─── Listed entries ───

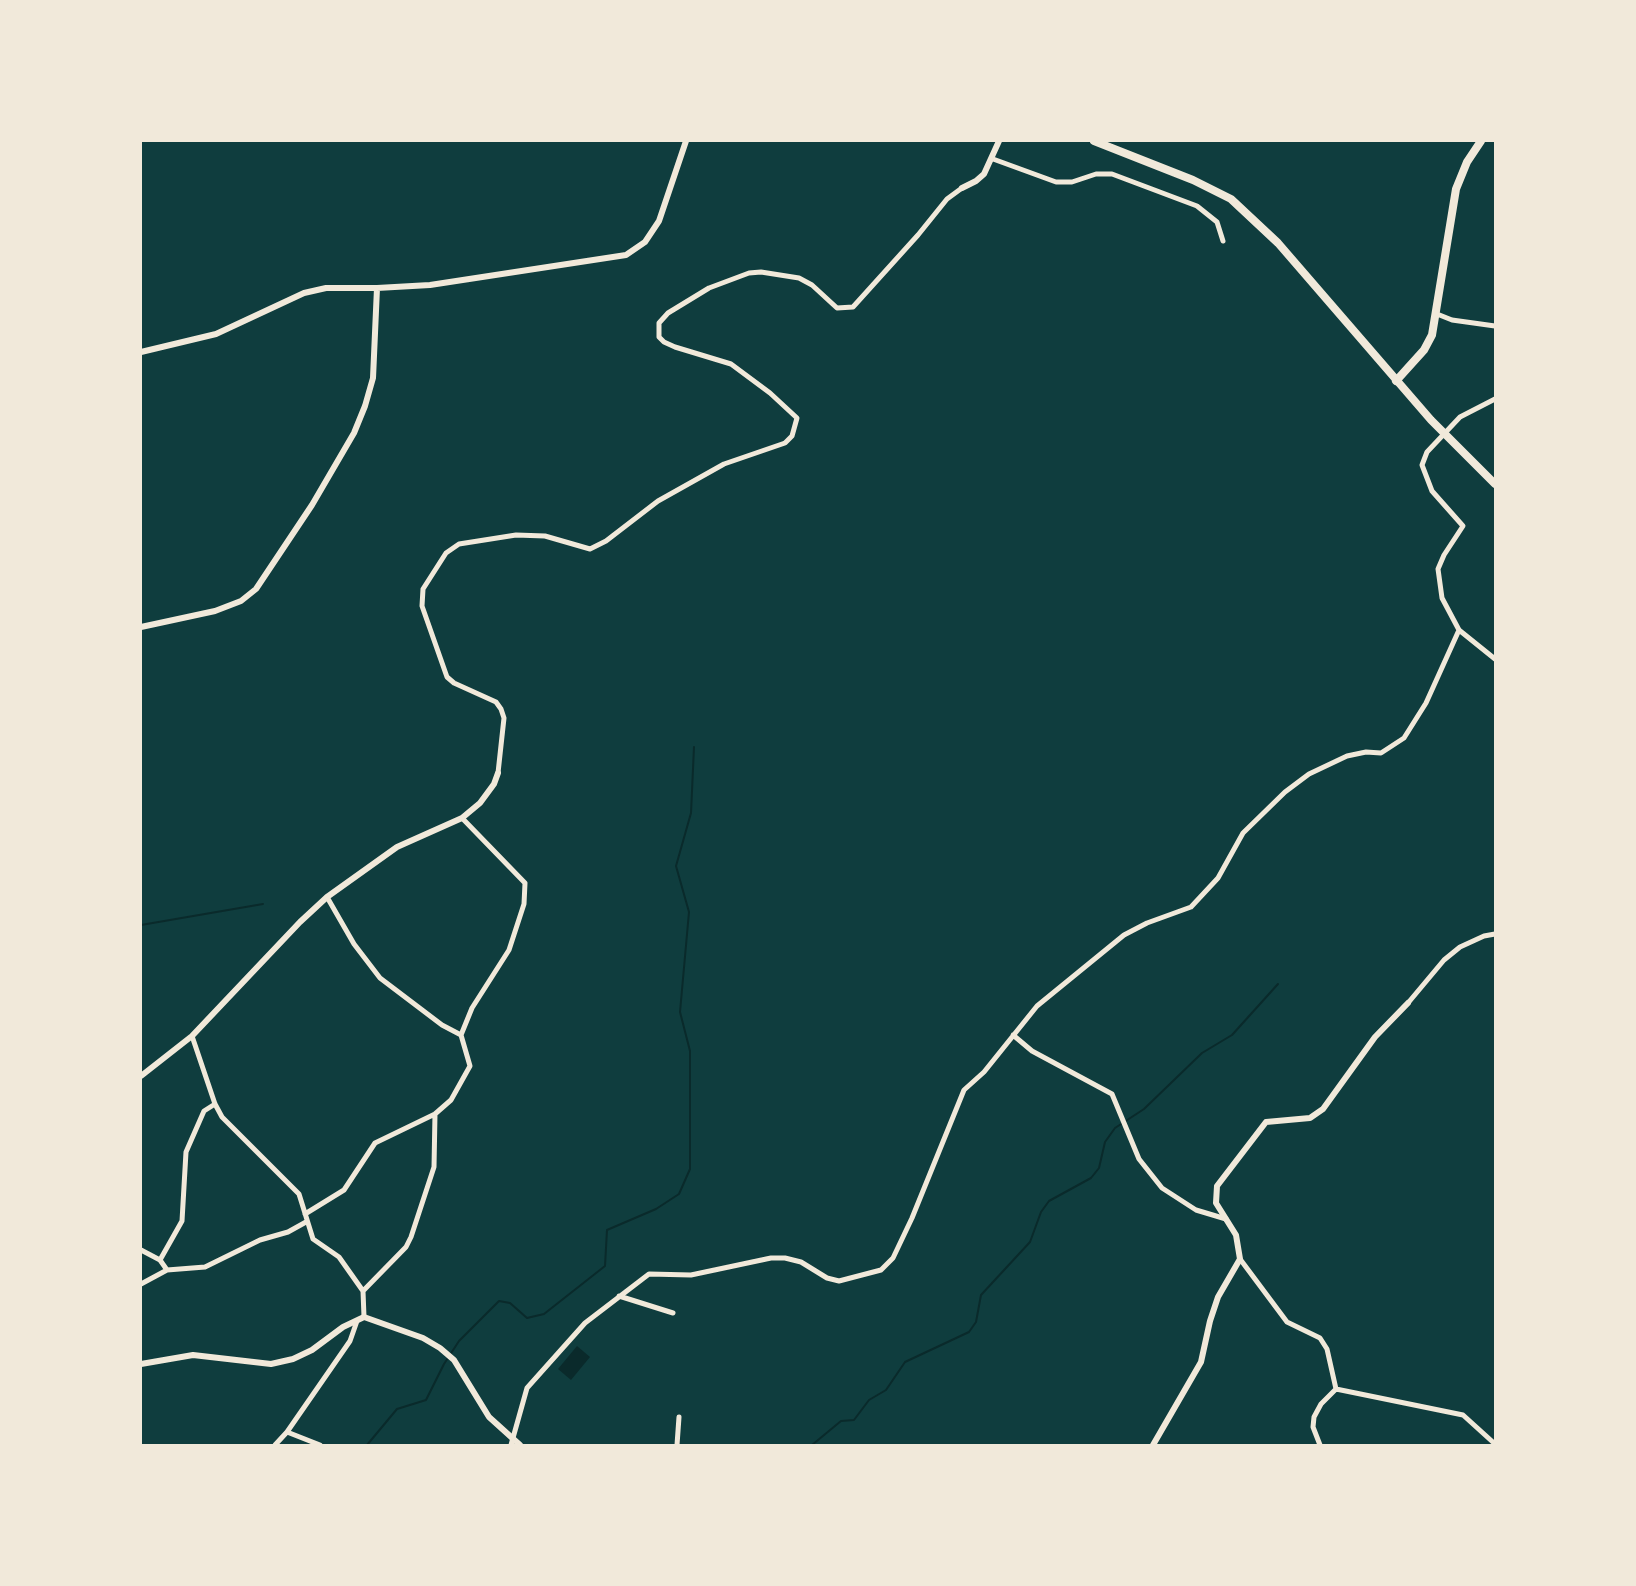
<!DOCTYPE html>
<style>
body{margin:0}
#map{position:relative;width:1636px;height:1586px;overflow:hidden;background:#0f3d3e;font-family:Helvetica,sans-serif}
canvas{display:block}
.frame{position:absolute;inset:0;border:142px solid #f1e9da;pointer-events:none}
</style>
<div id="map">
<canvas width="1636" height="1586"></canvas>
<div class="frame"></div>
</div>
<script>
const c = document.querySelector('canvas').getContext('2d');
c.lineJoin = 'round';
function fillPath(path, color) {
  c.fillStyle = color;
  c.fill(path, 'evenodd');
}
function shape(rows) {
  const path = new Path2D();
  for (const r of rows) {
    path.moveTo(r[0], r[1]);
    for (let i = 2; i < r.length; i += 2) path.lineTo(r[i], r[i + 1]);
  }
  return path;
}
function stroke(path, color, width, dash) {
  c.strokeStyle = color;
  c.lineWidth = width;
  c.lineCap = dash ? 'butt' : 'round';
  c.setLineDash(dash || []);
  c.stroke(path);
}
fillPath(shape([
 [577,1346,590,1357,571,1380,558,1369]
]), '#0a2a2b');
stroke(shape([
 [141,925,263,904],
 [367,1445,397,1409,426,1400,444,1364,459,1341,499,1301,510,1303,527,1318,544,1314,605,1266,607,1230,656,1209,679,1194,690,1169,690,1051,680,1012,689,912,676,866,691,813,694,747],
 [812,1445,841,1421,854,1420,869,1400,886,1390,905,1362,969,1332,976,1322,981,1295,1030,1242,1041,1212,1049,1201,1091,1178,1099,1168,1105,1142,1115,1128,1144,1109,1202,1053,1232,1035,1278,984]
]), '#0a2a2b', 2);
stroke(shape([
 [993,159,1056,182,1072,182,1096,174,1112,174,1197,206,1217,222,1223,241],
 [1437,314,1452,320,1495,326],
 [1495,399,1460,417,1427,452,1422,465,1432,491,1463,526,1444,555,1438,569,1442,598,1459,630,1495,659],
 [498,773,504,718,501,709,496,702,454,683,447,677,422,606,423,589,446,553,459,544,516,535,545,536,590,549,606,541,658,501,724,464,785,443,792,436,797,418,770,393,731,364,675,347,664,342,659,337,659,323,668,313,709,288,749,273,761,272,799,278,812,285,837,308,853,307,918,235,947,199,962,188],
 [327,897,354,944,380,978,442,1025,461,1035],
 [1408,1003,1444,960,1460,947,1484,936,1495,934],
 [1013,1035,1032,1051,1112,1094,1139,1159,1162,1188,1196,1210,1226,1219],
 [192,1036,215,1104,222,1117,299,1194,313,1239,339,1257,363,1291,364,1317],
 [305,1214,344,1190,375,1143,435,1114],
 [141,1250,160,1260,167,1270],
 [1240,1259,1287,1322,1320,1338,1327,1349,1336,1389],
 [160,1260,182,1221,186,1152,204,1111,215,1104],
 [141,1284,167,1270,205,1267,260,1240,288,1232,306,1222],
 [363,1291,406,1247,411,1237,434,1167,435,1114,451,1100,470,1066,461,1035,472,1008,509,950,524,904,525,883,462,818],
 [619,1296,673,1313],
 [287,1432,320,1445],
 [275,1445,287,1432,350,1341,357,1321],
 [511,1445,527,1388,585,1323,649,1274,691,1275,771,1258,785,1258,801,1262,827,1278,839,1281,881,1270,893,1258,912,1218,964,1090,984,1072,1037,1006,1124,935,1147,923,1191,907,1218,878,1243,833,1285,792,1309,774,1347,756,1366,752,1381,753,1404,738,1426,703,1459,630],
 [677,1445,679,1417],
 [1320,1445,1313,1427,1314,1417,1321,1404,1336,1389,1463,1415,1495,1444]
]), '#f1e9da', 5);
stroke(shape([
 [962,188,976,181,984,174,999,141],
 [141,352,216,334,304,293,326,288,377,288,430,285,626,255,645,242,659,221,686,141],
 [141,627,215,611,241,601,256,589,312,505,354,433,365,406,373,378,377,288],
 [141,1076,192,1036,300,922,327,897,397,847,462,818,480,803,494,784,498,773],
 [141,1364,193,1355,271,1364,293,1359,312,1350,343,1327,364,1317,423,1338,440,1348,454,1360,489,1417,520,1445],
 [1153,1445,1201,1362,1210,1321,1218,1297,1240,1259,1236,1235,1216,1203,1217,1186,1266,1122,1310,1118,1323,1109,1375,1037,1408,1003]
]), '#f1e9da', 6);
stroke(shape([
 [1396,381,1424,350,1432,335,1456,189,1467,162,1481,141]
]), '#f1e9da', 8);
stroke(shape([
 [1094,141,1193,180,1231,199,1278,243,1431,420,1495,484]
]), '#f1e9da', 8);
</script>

───

▸ **Description of the task**:
For this answer, retype the lines from the start of the listing through the line that holds "const path = new Path2D();", inclusive, exactly and without pictures.

▸ **Result for this task**:
<!DOCTYPE html>
<style>
body{margin:0}
#map{position:relative;width:1636px;height:1586px;overflow:hidden;background:#0f3d3e;font-family:Helvetica,sans-serif}
canvas{display:block}
.frame{position:absolute;inset:0;border:142px solid #f1e9da;pointer-events:none}
</style>
<div id="map">
<canvas width="1636" height="1586"></canvas>
<div class="frame"></div>
</div>
<script>
const c = document.querySelector('canvas').getContext('2d');
c.lineJoin = 'round';
function fillPath(path, color) {
  c.fillStyle = color;
  c.fill(path, 'evenodd');
}
function shape(rows) {
  const path = new Path2D();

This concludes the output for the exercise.